The GOP Immigration Bill Is Just Offensive Political Theater 

Immigration

If Republicans wanted to stop Donald Trump from ripping children out of the hands of their parents at the border, they could do it by passing stand-alone legislation that addresses the issue, such as the bill that has already been introduced by Democratic Senator Dianne Feinstein.

Instead, they’ve cursed us to watch their disingenuous political theater play out over a “compromise” immigration bill—which the president has already declared he will not sign—because none of them actually care about what happens to immigrant families.

The outline of the “more moderate” bill that was circulated on Thursday and that Trump has already written off takes a plainly hard-line stance on immigration. While there would be a path to citizenship for DACA recipients, it would include a point system based on qualifications like education levels, employment, and English-language proficiency. And while the bill also addresses family separation, the result would basically be to allow Trump to detain families, all together: Call it a lighter shade of inhumanity.

In exchange, the legislation would eliminate the diversity visa lottery program and toughen rules on asylum seekers. Trump would also get $25 billion for his border wall with the notable provision that DACA visas would be canceled if the funding was rescinded. Incredibly, it is in the bill’s text that the GOP can hold DACA recipients hostage in exchange for their extreme conservative immigration measures.

The only reason that this hellish bill—which Paul Ryan knows full well is unlikely to pass—exists in the first place is because Ryan wanted to quash a rebellion by moderates within his own party to force a vote on bipartisan immigration bills. Ryan knows the bill is a non-starter for most Democrats and is using the vote as a way to make them look like they don’t want DACA protections, or to stop family separation.

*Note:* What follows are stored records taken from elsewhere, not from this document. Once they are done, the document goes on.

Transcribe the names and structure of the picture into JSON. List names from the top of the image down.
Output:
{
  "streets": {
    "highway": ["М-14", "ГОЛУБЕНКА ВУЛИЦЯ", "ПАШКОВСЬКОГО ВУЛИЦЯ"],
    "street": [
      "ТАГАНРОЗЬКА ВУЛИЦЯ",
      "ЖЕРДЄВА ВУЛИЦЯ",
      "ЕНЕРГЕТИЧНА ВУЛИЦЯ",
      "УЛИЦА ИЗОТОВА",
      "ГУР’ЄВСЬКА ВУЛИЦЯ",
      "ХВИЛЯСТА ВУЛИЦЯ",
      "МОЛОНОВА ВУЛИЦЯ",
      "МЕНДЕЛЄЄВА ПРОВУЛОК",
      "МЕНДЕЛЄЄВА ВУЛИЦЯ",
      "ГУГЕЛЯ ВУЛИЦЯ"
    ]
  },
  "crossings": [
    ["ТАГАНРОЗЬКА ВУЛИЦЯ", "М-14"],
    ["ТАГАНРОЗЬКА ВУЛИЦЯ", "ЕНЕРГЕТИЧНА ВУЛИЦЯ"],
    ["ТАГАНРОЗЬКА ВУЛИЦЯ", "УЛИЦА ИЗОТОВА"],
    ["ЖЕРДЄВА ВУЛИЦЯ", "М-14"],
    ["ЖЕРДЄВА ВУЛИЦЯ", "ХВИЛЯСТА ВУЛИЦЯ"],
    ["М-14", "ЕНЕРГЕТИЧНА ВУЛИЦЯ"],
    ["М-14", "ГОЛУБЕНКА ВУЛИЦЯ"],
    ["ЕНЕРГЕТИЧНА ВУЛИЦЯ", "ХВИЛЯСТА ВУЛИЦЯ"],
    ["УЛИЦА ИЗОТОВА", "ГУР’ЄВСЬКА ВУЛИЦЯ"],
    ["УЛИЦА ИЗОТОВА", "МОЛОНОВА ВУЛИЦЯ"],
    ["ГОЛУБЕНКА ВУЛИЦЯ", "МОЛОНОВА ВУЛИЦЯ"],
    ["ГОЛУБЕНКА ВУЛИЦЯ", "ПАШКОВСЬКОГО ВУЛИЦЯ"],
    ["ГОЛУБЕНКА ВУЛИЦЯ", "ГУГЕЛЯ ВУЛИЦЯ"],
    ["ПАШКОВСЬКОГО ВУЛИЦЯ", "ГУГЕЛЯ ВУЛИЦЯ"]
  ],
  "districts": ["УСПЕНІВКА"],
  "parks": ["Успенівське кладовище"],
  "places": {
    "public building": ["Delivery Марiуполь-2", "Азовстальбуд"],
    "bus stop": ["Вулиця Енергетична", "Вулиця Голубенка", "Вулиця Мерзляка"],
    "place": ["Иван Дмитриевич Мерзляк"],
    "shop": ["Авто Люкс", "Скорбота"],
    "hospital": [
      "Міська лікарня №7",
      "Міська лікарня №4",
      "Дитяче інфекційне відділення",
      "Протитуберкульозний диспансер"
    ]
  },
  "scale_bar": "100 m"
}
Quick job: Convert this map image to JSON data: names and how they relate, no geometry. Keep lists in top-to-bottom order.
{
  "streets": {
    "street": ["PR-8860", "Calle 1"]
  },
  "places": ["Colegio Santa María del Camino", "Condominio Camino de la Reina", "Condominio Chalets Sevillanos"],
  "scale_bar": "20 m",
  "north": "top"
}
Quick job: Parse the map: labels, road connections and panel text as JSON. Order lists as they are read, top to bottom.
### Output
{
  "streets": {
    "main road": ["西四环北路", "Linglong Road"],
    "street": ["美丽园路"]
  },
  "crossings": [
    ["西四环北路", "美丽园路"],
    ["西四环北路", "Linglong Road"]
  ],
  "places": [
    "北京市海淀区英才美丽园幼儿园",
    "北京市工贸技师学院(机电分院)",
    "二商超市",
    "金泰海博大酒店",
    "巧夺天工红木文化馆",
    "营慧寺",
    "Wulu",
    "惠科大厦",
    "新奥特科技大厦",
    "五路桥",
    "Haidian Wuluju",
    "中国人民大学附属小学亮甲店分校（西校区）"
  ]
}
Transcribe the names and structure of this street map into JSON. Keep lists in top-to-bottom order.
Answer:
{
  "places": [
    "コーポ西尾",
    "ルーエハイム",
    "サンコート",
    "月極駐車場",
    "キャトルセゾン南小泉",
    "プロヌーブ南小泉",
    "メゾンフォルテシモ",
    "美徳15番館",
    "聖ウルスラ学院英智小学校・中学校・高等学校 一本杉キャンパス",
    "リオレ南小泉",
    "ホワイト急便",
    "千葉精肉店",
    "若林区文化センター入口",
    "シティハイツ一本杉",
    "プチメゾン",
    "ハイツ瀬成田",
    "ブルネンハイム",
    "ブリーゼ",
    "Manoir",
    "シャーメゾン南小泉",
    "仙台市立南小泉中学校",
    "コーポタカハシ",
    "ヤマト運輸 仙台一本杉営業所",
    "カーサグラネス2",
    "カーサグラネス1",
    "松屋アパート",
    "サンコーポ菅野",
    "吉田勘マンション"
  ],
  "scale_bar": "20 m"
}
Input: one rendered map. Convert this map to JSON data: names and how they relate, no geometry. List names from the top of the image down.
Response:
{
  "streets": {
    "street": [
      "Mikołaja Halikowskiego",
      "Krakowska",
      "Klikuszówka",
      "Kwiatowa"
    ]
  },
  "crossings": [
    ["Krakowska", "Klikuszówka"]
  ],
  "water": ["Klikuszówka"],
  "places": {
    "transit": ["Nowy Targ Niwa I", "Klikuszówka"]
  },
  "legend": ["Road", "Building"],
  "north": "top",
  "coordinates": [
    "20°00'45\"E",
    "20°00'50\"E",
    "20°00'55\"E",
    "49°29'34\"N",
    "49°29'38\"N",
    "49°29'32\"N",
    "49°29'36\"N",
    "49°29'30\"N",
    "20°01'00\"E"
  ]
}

Both Paul Ryan and Donald Trump have claimed they don’t like what’s happening to children at the border, which might be a reasonable thing to say, if they and their enabling party weren’t entirely responsible for what’s happening right now. Paul Ryan shouldn’t get to tell reporters that he cares about family separation, and we shouldn’t pretend that this GOP bill is anything but an offensive, theatrical, and poorly executed sham.